Simply imagine repeatedly folding it in half like a piece of paper until it is $1\times1$. Instead of folding, you cut and stack the pieces on top of each other. If you are not allowed to stack on top of each other for the cut, then you can put them next to each other instead.
$4\times 8 = 2^2 \times 2^3$ so it takes 5 cuts to reduce to $2^0 \times 2^0$.

Answer 3

It may be done in

5 cuts if you are allowed to stack the pieces on top of each other after each cut.

Counting on this

First cut → two 4x4 pieces
Second cut → four 2x4 pieces
Third cut → eight 2x2 pieces
Fourth cut → sixteen 1x2 pieces
Fifth cut → thirty-two 1x1 squares

Answer 4

The answer is

31 times

Because

you can either cut rows of 8 (3 cuts, you now have 4 rows of 8), then separate each row with 7 cuts each. $3 + (4*7) = 31$.
or cut vertically first seven times to create 8 columns of 4, then cut each 3 times. $7 + (8*3) = 31$.
changing between cutting horizontally and vertically each time will not help getting a lower amount of cuts. it always results in 31.

Unless..

we are allowed to cut 4 rows, put them together as if the bar were still whole, and cut 7 times vertically. In that case we get 11 cuts. I don't think this is allowed in this puzzle

After Q-Edit:

In this puzzle, we don't have to separate the pieces and cut each piece on its own. As others now have said, it is possible with 5 cuts.
What if putting chocolates onto each other was not allowed? - You don't even have to stack the halves on top of each other, just arrange them next to each other so you can cut each piece the same way with one cut.

Answer 5

Answer for the 2nd part (since the 1st is already answered) is

5 cuts (or 10 if rearranging is not allowed as well)

because

1. Cut into 2 2x8 pieces.
2. Rearrange into 2x16 and cut into 2 1x16 (actually 4 1x8) pieces.
3. Rearrange into 4x8 and cut into 2 4x4 (actually 8 1x4) pieces.
4. Rearrange into 8x4 and cut into 2 8x2 (actually 16 1x2) pieces.
5. Rearrange into 16x2 and cut into 2 16x1 (actually 32 1x1) pieces.

and

If rearranging is not allowed, we can cut only 1 line at once, and you need to cut 10 lines (3 in the "north-south" and 7 in the "east-west" direction).

Answer 6

0

because

Chocolate is usually already divided into 1 x 1 blocks. You can easily crush it with your hand and you don't need any help of a knife.
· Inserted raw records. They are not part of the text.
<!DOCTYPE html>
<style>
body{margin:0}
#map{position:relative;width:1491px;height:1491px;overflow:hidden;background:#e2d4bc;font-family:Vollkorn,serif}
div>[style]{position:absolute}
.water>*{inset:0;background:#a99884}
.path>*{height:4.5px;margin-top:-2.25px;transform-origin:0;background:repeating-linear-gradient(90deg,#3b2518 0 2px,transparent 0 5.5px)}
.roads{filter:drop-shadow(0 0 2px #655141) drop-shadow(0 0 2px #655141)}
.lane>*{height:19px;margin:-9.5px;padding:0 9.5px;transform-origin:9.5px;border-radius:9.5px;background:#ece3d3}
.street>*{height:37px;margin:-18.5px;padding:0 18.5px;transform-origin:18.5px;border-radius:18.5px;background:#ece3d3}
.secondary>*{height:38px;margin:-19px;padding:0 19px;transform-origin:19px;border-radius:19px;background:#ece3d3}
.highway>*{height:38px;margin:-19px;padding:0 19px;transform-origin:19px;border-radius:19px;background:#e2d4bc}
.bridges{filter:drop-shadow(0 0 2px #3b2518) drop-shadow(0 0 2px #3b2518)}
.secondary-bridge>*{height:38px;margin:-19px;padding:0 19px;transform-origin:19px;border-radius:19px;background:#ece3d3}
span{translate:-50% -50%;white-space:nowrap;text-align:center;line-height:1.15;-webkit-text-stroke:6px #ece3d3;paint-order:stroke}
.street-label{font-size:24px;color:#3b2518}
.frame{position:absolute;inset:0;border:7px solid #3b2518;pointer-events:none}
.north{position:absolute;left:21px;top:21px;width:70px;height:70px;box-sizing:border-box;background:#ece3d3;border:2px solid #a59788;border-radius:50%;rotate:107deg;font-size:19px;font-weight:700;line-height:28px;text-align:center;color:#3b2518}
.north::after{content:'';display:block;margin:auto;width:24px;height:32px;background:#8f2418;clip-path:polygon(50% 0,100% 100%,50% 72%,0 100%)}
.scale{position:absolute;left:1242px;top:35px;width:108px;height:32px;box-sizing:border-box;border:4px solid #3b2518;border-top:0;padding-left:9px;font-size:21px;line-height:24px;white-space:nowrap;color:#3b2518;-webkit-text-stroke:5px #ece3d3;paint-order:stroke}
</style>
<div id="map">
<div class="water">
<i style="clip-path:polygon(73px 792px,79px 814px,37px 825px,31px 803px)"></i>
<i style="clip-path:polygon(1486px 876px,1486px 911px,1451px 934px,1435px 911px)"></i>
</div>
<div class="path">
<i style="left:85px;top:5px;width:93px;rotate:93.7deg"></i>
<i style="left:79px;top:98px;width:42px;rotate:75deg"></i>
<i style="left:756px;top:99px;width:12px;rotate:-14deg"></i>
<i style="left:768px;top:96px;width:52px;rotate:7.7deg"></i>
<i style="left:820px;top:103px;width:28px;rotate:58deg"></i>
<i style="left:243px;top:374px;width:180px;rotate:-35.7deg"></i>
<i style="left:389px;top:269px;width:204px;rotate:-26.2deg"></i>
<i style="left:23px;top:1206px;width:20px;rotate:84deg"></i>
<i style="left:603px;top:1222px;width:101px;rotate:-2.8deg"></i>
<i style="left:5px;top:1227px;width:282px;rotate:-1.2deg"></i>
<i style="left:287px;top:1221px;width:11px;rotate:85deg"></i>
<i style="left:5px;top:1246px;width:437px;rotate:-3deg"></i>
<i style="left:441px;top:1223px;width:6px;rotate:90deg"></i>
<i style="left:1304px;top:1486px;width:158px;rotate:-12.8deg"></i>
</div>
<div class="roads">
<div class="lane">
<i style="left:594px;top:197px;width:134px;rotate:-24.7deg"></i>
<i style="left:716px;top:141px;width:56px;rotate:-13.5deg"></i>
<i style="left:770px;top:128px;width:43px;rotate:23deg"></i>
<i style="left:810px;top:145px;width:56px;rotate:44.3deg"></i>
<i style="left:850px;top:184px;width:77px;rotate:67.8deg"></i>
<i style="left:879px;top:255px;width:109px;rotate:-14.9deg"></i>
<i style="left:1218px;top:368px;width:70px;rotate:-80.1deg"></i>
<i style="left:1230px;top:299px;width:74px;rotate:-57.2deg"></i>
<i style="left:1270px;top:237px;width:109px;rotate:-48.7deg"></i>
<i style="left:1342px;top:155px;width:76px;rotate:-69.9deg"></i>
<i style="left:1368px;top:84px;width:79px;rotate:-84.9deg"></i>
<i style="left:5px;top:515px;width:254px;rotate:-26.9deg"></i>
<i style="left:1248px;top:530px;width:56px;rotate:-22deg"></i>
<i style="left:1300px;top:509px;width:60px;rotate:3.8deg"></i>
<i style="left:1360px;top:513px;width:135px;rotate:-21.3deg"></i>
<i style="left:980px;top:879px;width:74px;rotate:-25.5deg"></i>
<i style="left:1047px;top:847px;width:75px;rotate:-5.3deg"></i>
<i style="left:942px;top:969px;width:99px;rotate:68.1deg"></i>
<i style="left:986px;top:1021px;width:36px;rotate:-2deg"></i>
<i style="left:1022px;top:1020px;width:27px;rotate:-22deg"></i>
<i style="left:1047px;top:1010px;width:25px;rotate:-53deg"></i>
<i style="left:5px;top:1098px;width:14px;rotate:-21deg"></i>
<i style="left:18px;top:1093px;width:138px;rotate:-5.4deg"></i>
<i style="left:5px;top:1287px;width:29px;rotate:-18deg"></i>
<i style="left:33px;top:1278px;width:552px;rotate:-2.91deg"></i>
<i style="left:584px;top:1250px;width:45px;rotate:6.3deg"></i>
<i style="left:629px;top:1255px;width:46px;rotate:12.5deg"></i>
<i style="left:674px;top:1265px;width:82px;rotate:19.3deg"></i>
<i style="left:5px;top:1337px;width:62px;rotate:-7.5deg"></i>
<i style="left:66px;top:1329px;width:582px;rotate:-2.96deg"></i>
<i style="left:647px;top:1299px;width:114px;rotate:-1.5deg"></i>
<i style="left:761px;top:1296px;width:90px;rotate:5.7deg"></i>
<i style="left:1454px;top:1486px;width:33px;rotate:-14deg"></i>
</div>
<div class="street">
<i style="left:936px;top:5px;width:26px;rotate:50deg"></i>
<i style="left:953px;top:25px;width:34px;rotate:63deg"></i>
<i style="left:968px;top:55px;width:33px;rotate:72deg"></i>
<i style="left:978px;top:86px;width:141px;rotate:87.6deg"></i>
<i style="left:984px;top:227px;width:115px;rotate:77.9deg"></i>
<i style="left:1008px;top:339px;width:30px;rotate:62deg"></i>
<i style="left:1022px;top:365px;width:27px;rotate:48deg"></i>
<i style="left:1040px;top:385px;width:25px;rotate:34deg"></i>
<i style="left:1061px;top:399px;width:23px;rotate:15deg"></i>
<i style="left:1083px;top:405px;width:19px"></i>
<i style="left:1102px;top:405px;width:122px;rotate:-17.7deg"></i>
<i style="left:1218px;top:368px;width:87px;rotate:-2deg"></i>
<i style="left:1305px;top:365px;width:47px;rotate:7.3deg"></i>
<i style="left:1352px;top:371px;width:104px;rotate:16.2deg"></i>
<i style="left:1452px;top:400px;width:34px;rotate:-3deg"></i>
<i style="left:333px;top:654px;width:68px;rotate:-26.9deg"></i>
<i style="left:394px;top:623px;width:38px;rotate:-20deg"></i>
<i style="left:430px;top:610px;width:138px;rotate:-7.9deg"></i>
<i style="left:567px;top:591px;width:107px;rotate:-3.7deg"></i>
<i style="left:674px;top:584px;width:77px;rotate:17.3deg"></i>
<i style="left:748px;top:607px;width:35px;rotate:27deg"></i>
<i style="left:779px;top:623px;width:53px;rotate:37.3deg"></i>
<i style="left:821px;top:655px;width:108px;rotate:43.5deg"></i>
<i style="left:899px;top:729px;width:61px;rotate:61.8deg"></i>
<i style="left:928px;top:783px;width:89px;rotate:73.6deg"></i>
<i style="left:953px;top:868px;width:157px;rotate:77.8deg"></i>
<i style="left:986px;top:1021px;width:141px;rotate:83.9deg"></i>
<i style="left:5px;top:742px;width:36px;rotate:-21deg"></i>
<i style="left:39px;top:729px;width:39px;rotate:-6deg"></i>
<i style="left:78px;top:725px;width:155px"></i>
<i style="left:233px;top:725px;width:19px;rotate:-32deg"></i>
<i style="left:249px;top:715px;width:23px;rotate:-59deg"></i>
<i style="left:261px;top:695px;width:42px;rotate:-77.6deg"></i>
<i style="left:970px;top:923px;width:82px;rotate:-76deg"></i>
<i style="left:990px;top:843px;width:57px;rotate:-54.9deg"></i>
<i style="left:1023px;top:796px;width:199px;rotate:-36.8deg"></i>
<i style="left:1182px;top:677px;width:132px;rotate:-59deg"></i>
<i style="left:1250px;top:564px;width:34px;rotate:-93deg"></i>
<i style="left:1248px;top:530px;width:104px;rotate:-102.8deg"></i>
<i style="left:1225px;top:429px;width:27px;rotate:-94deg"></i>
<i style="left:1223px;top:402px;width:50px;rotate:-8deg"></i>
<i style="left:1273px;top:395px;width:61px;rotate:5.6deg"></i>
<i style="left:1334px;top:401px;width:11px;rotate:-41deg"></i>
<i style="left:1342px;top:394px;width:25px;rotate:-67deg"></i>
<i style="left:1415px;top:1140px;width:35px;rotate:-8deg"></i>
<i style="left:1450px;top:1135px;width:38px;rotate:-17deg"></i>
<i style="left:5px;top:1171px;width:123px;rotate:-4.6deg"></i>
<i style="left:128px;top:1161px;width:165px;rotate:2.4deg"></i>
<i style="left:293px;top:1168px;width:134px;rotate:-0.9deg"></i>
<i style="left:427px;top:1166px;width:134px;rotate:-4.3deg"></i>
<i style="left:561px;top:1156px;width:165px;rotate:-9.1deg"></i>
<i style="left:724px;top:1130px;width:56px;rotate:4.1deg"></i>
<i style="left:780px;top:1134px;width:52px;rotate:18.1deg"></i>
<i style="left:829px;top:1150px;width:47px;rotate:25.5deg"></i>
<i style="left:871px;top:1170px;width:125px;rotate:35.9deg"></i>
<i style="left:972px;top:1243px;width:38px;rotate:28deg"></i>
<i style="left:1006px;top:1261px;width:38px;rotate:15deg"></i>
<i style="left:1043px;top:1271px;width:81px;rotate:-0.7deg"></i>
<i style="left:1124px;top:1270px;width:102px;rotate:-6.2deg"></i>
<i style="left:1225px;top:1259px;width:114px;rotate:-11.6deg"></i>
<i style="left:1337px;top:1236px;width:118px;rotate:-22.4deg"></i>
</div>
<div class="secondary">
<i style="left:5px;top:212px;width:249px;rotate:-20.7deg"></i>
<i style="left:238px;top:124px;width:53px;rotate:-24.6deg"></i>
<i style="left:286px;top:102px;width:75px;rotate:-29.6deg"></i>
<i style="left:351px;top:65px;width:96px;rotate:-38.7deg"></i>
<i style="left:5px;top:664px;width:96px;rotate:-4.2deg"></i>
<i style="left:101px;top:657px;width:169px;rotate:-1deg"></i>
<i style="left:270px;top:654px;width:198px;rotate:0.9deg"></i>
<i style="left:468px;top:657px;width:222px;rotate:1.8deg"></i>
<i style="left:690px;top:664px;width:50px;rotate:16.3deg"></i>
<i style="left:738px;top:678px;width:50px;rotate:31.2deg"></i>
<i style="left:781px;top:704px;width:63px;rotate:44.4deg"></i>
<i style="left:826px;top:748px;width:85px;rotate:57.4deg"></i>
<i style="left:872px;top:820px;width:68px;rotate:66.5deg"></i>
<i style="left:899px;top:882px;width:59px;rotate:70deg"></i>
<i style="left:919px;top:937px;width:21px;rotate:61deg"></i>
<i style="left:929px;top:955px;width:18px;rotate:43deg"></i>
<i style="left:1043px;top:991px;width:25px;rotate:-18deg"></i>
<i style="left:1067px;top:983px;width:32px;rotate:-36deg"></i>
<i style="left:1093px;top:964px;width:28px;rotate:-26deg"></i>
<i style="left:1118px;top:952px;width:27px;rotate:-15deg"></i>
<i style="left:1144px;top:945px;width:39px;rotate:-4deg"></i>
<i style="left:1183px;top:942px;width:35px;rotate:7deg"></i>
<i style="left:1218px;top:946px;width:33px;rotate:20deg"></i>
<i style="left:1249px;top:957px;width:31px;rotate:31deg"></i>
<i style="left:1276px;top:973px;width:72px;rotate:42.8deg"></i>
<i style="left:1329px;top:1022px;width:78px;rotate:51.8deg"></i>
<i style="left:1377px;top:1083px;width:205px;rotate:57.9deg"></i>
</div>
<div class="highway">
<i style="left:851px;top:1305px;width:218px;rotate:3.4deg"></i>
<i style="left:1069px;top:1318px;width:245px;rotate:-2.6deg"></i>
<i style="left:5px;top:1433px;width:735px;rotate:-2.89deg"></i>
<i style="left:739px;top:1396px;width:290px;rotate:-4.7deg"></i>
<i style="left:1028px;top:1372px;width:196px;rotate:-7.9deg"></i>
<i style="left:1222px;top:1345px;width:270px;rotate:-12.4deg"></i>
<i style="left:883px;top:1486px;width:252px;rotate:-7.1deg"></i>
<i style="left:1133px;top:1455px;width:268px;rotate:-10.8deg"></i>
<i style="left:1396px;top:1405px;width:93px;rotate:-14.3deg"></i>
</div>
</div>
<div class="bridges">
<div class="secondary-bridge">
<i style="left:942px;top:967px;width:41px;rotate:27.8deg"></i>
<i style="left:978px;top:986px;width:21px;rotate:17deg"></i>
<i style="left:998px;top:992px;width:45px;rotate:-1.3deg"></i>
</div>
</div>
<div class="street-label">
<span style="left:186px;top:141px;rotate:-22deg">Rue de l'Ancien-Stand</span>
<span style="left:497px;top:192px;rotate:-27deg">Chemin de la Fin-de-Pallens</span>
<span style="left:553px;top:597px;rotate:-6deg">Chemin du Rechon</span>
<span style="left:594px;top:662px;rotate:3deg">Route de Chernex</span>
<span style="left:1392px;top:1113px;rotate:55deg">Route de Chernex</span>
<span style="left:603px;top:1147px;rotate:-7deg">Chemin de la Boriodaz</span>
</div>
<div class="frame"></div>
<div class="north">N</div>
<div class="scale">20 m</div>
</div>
I think that it is already divided into 32 blocks. Why would you provide dimensions 4 x 8 otherwise? Not 2 x 4 nor 1 x 2?

Answer 7

There is another way that hasn't been mentioned.

The puzzle says that you have to cut straight with the knife, not that the cut has to be straight. So if you move the chocolate while cutting you can cut it into 32 pieces in one cut.